ASSIGNMENT: Find every line with the string "function" in the material below and copy it.

PROVIDED DATA:
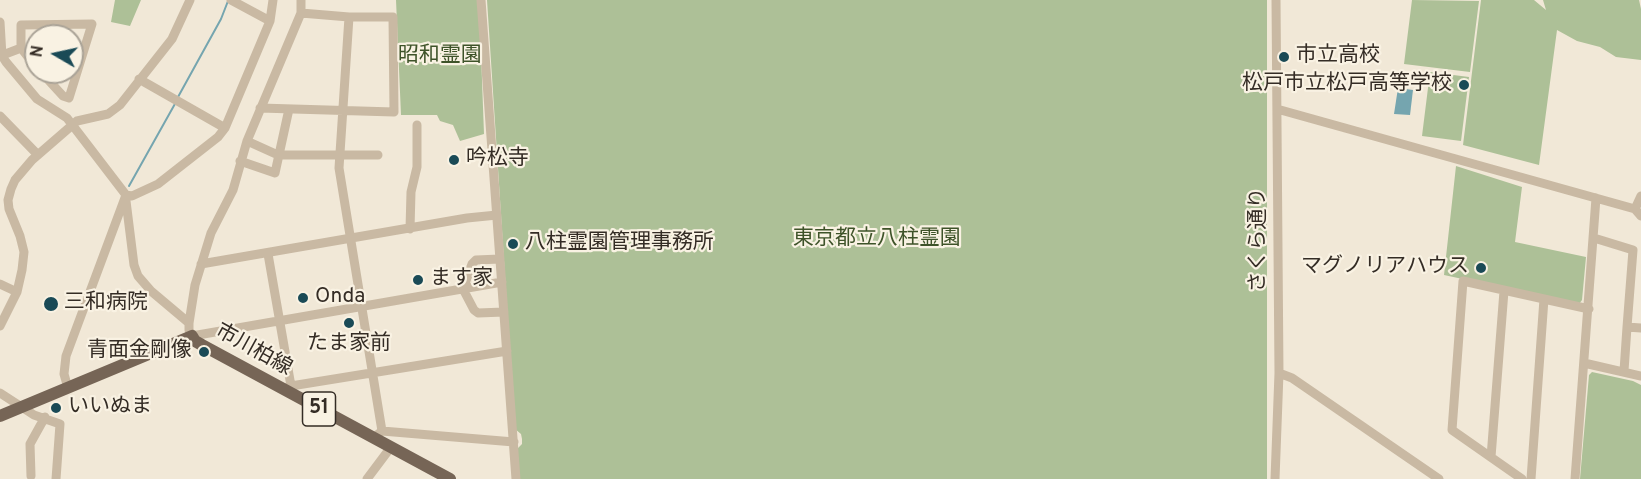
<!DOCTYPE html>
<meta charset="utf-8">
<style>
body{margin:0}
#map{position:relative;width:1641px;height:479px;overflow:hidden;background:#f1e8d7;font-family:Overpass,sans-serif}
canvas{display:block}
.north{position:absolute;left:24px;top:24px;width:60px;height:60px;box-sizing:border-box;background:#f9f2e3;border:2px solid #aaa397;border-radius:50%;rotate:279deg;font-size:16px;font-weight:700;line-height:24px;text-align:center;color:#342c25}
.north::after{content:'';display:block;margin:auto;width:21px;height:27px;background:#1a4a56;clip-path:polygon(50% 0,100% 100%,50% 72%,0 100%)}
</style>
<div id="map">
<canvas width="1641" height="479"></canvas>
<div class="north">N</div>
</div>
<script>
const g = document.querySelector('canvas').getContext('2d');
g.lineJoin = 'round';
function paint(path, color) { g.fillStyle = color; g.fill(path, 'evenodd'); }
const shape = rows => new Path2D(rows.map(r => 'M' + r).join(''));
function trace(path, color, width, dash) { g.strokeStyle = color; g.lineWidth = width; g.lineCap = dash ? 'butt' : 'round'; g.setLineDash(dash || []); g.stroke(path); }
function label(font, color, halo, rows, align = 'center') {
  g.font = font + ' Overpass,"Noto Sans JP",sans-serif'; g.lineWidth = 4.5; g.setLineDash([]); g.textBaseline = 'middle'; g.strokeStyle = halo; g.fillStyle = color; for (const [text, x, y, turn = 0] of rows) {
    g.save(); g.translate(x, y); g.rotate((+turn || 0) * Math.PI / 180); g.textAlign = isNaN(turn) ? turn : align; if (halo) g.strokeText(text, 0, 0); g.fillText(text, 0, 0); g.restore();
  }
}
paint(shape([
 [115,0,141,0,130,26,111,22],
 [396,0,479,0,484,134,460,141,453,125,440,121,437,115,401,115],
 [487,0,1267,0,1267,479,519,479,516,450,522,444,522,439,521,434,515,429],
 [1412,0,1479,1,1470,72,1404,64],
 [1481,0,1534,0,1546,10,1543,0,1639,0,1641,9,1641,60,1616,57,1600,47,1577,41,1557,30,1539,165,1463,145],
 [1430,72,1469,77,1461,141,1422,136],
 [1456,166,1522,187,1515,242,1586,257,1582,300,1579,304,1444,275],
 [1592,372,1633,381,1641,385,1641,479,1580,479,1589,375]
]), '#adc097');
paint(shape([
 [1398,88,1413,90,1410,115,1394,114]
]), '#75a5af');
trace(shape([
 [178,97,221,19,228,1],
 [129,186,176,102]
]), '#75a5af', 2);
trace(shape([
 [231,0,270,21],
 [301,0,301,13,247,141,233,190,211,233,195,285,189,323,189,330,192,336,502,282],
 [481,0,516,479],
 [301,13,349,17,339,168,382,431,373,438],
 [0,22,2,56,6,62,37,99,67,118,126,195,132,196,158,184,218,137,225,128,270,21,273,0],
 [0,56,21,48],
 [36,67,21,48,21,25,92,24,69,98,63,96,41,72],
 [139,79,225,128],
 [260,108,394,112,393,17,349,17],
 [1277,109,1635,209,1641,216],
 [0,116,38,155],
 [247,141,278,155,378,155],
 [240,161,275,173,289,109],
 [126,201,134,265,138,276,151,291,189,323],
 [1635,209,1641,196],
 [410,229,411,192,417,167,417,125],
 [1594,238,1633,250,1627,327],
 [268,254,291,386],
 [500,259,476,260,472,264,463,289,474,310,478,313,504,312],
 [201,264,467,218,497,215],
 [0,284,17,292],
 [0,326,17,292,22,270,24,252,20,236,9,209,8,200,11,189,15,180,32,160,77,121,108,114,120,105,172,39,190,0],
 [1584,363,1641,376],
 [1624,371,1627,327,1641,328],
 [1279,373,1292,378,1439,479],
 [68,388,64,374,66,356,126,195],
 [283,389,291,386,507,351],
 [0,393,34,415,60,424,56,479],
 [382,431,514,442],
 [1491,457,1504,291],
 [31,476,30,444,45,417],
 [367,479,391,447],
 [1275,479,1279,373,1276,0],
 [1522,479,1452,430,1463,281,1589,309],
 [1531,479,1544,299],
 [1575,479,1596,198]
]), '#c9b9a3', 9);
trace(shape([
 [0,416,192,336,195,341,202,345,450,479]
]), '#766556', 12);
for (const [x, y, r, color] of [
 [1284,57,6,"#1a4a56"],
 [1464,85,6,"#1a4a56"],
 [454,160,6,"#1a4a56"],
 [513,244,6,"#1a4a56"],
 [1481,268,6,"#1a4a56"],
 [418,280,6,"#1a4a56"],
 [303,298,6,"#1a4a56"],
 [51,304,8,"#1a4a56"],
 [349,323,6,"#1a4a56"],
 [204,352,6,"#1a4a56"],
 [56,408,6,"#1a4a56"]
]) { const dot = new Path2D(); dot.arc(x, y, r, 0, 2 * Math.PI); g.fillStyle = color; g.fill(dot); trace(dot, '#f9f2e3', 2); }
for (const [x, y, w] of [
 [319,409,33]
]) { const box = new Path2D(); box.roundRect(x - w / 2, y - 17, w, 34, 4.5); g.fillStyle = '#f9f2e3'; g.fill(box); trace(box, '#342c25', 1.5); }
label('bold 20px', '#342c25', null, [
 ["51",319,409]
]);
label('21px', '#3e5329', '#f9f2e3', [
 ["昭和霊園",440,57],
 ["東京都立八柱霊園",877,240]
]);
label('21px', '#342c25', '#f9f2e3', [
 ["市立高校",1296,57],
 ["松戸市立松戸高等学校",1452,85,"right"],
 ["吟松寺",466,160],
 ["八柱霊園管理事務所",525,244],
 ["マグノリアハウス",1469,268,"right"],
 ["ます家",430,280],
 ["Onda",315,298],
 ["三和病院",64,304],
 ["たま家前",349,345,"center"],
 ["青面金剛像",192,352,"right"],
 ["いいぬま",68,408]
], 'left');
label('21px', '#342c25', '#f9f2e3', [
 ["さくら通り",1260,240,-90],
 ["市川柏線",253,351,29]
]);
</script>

EXERCISE OUTPUT:
function paint(path, color) { g.fillStyle = color; g.fill(path, 'evenodd'); }
function trace(path, color, width, dash) { g.strokeStyle = color; g.lineWidth = width; g.lineCap = dash ? 'butt' : 'round'; g.setLineDash(dash || []); g.stroke(path); }
function label(font, color, halo, rows, align = 'center') {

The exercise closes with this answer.